2025年、生成AI(Generative AI)は単なるブームでは終わりませんでした。
アプリ市場ではダウンロード数・利用時間・収益すべての面で飛躍的な成長を遂げ、「生成AIは日常の一部」という新たな常識を築き始めています。
最新の調査レポートによれば、ChatGPTをはじめとする生成AIアプリは、2025年上半期だけで17億回以上ダウンロードされ、収益は2倍以上に拡大。世界中のユーザーが生活や仕事に生成AIを取り入れ、検索・健康・家計・ライフスタイルまでその活用領域を広げていることが明らかになりました。
この記事では、そんな生成AIアプリの急成長の実態を、データとともにわかりやすくまとめています。
今後のAI活用戦略やアプリ開発のヒントとして、ぜひ参考にしてください。
世界で急成長!2025年上半期、生成AIアプリのダウンロード数が17億回突破&売上倍増
2025年上半期、生成AI(GenAI)アプリが世界で爆発的な成長を見せました。市場調査会社Sensor Towerの最新レポートによると、GenAIアプリのダウンロード数は17億回を突破し、前期(2024年下半期)の10億回から大幅増加。アプリ内収益も9.32億ドルから18.7億ドルへと2倍に増加しました。
ユーザーの利用時間も倍増、4260億セッションを記録
アプリ利用時間も驚異的な伸びを見せており、2024年後半の85億時間から、156億時間超へと増加。
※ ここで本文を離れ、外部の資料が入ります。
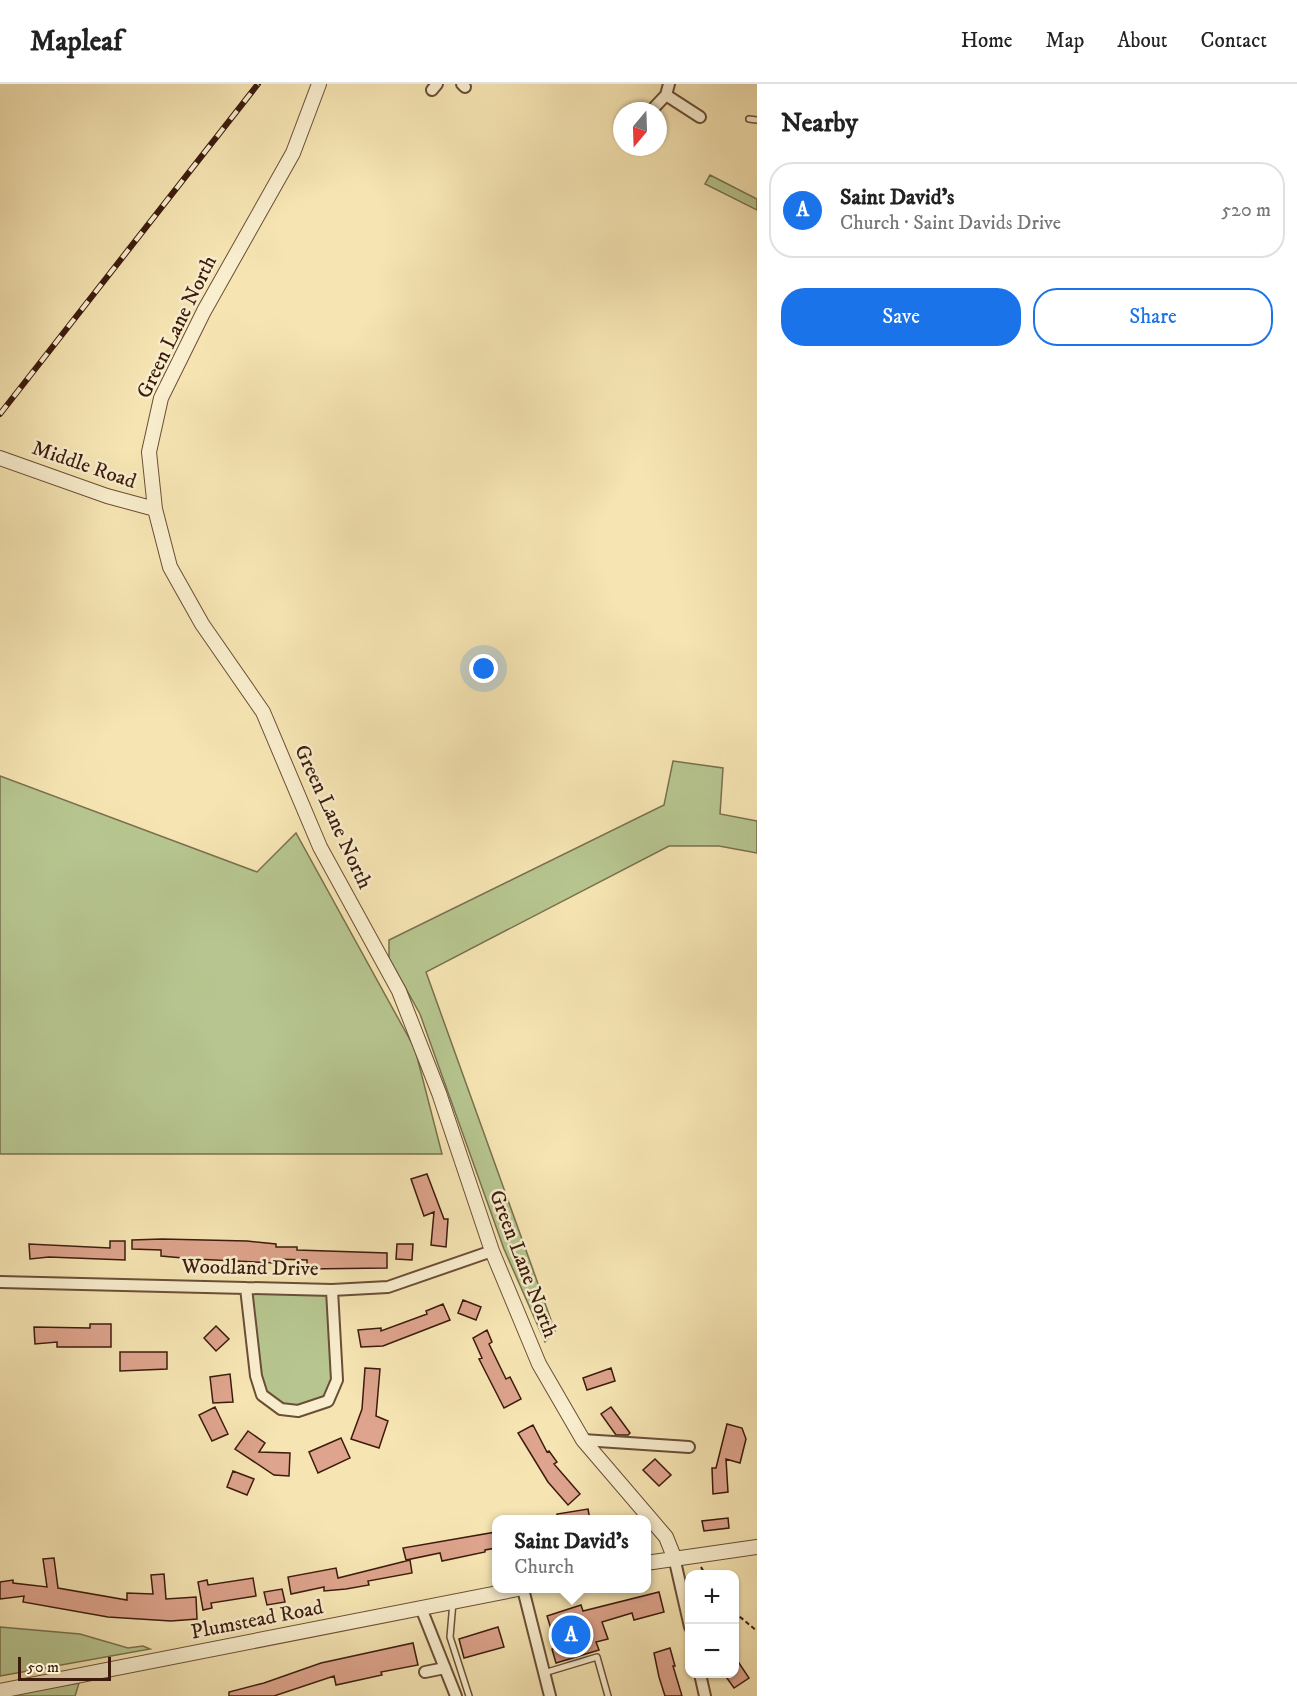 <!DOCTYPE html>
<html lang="en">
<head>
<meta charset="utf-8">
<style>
	:root { --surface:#fff; --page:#f6f6f6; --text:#222; --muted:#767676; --line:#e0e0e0; --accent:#1a73e8 }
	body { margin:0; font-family:"IM FELL DW Pica",serif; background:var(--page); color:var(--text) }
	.controls { position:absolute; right:18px; bottom:18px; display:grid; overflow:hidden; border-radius:12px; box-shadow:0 2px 4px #0004 }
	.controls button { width:54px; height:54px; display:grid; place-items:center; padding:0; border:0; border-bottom:2px solid var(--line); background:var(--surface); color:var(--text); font:30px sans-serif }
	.compass { position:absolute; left:613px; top:18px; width:54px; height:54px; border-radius:50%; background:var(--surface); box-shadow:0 2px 4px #0004; rotate:199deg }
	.scale { position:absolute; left:18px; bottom:15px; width:93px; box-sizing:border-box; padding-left:6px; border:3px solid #3c1b0d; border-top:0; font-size:16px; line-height:21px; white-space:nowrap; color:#3c1b0d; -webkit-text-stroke:4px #f9eece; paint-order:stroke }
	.you { position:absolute; left:484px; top:585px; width:21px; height:21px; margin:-15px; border:4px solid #fff; border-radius:50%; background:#1a73e8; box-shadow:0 0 0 9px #1a73e833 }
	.badge { display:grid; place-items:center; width:39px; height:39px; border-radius:50%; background:var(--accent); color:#fff; font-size:20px; font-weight:700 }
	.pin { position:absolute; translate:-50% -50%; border:3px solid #fff; box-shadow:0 2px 6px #0006 }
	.popup { position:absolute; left:492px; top:1431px; width:159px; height:78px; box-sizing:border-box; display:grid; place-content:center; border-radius:12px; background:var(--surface); filter:drop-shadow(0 2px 4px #0005); font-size:20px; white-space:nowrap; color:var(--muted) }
	.popup b { font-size:22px; color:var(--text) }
	.popup::after { content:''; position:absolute; left:50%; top:100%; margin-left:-12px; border:12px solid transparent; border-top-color:var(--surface) }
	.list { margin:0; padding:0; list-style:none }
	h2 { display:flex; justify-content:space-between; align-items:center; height:78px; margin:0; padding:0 24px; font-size:26px }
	h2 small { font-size:20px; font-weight:400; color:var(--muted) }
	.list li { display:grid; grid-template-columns:39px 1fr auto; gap:18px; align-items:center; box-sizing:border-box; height:96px; margin:0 12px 12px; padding:0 12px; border:2px solid var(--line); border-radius:24px }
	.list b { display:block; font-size:22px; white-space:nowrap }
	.list p { margin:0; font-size:20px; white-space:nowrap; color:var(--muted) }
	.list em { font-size:20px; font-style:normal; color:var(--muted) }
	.actions { display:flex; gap:12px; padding:18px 24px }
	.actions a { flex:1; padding:14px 0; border:2px solid var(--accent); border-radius:24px; text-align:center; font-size:21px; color:var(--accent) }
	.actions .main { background:var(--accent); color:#fff }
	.map { position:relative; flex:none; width:757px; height:1612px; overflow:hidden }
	header { display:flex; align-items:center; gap:36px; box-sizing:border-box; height:84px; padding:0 30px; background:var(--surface); border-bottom:2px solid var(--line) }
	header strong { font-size:28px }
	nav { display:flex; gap:33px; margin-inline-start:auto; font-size:21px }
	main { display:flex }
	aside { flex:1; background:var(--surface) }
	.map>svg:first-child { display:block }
</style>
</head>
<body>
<header>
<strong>Mapleaf</strong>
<nav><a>Home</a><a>Map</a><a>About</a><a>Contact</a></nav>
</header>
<main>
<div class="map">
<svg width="757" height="1612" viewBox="0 0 757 1612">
	<rect width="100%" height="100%" fill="#f6e5b3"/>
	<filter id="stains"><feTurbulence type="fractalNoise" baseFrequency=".00333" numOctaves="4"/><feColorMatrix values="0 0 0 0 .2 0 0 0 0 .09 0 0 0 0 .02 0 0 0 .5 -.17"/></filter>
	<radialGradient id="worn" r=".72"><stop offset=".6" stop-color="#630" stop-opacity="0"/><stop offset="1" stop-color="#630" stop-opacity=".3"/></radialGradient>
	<path fill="#b7c690" stroke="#7a704e" stroke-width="1.5" d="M710,91L757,115V126L705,100Z
		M673,677L723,684L720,730L757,737V769L719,762H669L426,888L555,1247L545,1258L504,1165L420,930L389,874V856L664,721Z
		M0,692L257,788L296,749L415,965L442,1070H0Z
		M246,1204L332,1206L337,1296L328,1317L298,1327L262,1311Z
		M0,1543L80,1550L128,1564L143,1562L150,1565L0,1592Z
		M79,1599L75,1612H1Z"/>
	<path fill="#dea48d" stroke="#3c1b0d" stroke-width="1.5" d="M427,1090L444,1135H448L446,1163L431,1161L434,1128L424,1132L411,1095Z
		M162,1155L247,1157L276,1160V1163H297V1166L387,1169V1184L307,1185V1176L275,1175V1179L194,1175L161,1172V1166L132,1165V1156Z
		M110,1157H125V1176L49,1173L30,1175L29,1160L110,1164Z
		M397,1160H413L412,1176L396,1175Z
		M463,1216L481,1223L476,1236L458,1229Z
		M443,1220L450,1236L383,1262L361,1263L358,1246L381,1244V1247L427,1230L426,1227Z
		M90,1240H111V1263H57V1258L35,1260L34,1243L90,1244Z
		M216,1242L229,1255L216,1267L204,1254Z
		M487,1246L492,1258L489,1260L506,1295L510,1293L521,1315L504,1324L479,1275L482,1274L473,1254Z
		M120,1268H167V1285L120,1287Z
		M365,1284L380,1285L376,1332L388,1337L379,1364L351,1355L362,1325Z
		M611,1284L615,1297L587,1306L583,1294Z
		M230,1290L233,1318L213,1319L210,1293Z
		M215,1323L228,1350L212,1357L199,1331Z
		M611,1323L630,1349L628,1351H616L601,1330Z
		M727,1340L742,1344L746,1355L740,1379L726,1375L728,1408L713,1410L712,1384H716Z
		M533,1341L547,1368L549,1367L557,1378L554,1380L580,1410L568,1421L548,1398L518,1349Z
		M248,1347L265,1359L259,1368L290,1369L289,1392L274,1391L235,1365Z
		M341,1354L350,1374L318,1389L309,1368Z
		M655,1375L671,1391L659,1402L643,1386Z
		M233,1387L254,1395L247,1411L227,1403Z
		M588,1425L590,1436H558L557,1430Z
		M728,1434L729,1444L704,1447L702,1437Z
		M496,1448V1464L485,1466V1468L442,1477L440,1469L406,1476L403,1464Z
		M54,1474L58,1504L127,1516V1509L153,1510L151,1491L164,1490L166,1515L196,1513L197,1535L171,1537L108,1533L23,1518L24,1512L0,1515V1498L13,1496V1499L47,1503L43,1475Z
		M410,1476L412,1489L368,1497L369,1501L346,1505L324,1507V1503L291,1510L288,1493L336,1484L338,1494Z
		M253,1494L256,1512L211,1519L212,1524L203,1526L198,1498L207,1496L208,1501Z
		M282,1505L285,1518L267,1521L264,1508Z
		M659,1508L664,1528L634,1536L632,1529L602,1538L608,1555L596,1558L599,1566L556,1579L552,1565L557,1564L547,1532L581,1521L583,1527Z
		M498,1543L504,1563L464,1574L459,1555Z
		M413,1559L418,1581L381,1588L382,1591L336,1601L334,1592L274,1612H229V1608L264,1599L321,1579Z
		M670,1564L675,1582H673L682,1612H665L659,1593L654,1569Z
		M735,1573L749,1594L734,1604L724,1590H735Z"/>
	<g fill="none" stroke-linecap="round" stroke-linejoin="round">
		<g stroke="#6a4e36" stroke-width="8">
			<path id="service" d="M749,35L757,36
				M453,1518L450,1553L469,1612
				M544,1589L597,1573L608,1612"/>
		</g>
		<g stroke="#6a4e36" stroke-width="14">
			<path id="minor" d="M462,0L465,3
				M432,6L437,0
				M666,11L700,33
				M651,27L666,11L669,0
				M0,1198L332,1206L388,1203L492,1167
				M246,1204L256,1292L262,1311L281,1325L298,1327L328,1317L337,1296L332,1206
				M583,1356L689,1363
				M674,1473L690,1543
				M523,1505L550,1612
				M421,1524L456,1612
				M425,1588L445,1584
				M700,1590L705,1612"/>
		</g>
		<g stroke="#6a4e36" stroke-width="16">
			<path id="tertiary" d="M319,0L293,69L204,227L161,314L149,368L155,425L170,483L202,540L263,628L320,763L399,907L439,1009L492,1167L539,1280L583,1356L666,1453L674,1473
				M0,374L107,412L155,425
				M646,1479L757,1463
				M0,1607L523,1504"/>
		</g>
		<path stroke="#3c1b0d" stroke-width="2" stroke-dasharray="4.5 3" stroke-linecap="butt" d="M701,1483L705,1490
			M734,1528L757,1547"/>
		<use href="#service" stroke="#f9eece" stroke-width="5"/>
		<use href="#minor" stroke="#f9eece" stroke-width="10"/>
		<use href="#tertiary" stroke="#f9eece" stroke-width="14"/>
		<g stroke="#3c1b0d" stroke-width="6">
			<path id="rail" d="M0,330L258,0"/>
		</g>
		<use href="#rail" stroke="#f9eece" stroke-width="4" stroke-dasharray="11" stroke-linecap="butt"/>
	</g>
	<g text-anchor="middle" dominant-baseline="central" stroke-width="5" stroke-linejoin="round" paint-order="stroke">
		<g font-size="21" fill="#3c1b0d" stroke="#f9eece">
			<text transform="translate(177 243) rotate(-64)">Green Lane North</text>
			<text transform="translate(84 381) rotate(19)">Middle Road</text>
			<text transform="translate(333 733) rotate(65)">Green Lane North</text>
			<text transform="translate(523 1180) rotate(69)">Green Lane North</text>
			<text transform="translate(250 1184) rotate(1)">Woodland Drive</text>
			<text transform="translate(257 1536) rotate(-11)">Plumstead Road</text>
		</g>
	</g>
	<rect width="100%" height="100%" filter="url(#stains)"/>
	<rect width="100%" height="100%" fill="url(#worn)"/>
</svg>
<div class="controls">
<button>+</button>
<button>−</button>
</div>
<svg class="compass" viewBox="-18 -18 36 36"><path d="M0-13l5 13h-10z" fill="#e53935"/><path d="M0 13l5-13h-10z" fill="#767676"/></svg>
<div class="scale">50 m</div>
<div class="you"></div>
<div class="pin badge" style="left:571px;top:1551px">A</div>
<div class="popup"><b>Saint David's</b>Church</div>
</div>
<aside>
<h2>Nearby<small></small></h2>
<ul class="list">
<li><span class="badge">A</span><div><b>Saint David's</b><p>Church · Saint Davids Drive</p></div><em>520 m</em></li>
</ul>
<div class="actions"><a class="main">Save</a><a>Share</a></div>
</aside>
</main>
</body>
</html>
これにより、生成AIアプリは今や日常的に使われるインフラの一部となりつつあります。
地域別の成長トレンド
- アジアが最も急成長:インドや中国本土を中心に、ダウンロードシェア42.6%、前年比成長率80%を記録。
- 北米は収益シェアトップ:アプリ内課金において40%のシェアを維持。
- ラテンアメリカでは課金成長率が最も高く、潜在的市場として注目。
ChatGPTは依然として王者
OpenAIのChatGPTは、収益面でほぼすべての国でトップ。特に以下の点が注目されています:
- 月平均12日以上使用されるほどの“粘着性”を発揮。
- 利用時間は1日平均16分で、検索エンジンやブラウザアプリ(18.2分)に迫る勢い。
- 週末の利用も増加中で、平日だけでなく私生活への浸透も加速。
- 利用目的が多様化:検索、健康、買い物、家計管理、料理アドバイスなどにも利用されており、Q2のプロンプトの3分の1以上がライフスタイル・エンタメ関連というデータも。
Webとモバイルを跨いだ利用者も増加
米国ではChatGPTユーザーの15%以上がモバイルとWebの両方で利用しており、これはTemuやThreadsを上回る数字。ただし、GoogleやFacebook、YouTubeなどの“巨大プラットフォーム”は25%以上で、まだその壁は厚い状況です。
「AI」を名前に付ければ売れる? その効果と実態
レポートでは、AIという言葉がApp StoreやGoogle Playで10万回以上使用されていると指摘。2025年上半期、AI関連の語句を含むアプリは75億回ダウンロードされ、全体の約10%を占めました。
特に以下のカテゴリでAI関連語の導入が顕著です:
- AIアシスタント
- コンテンツ生成
- 写真編集
- 栄養・ダイエット
- 試験対策・学習
- 翻訳
- 趣味・ライフスタイル支援 など
ただし、アプリ名に「AI」や「LLM」を加えることで一時的なDL増加は見込めるものの、長期的な効果は限定的だと報告されています。
まとめ:生成AIは“ブーム”から“社会インフラ”へ
今回のレポートから見えてくるのは、生成AIアプリがもはや一過性のトレンドではなく、日常的なツールとしての地位を確立しつつあるということです。
ChatGPTをはじめとするAIアシスタントが「検索エンジンの代替」や「生活支援ツール」として浸透し、新たなデジタルエコシステムの中心へと進化している今、企業や個人がこの波をどう活かすかが問われています。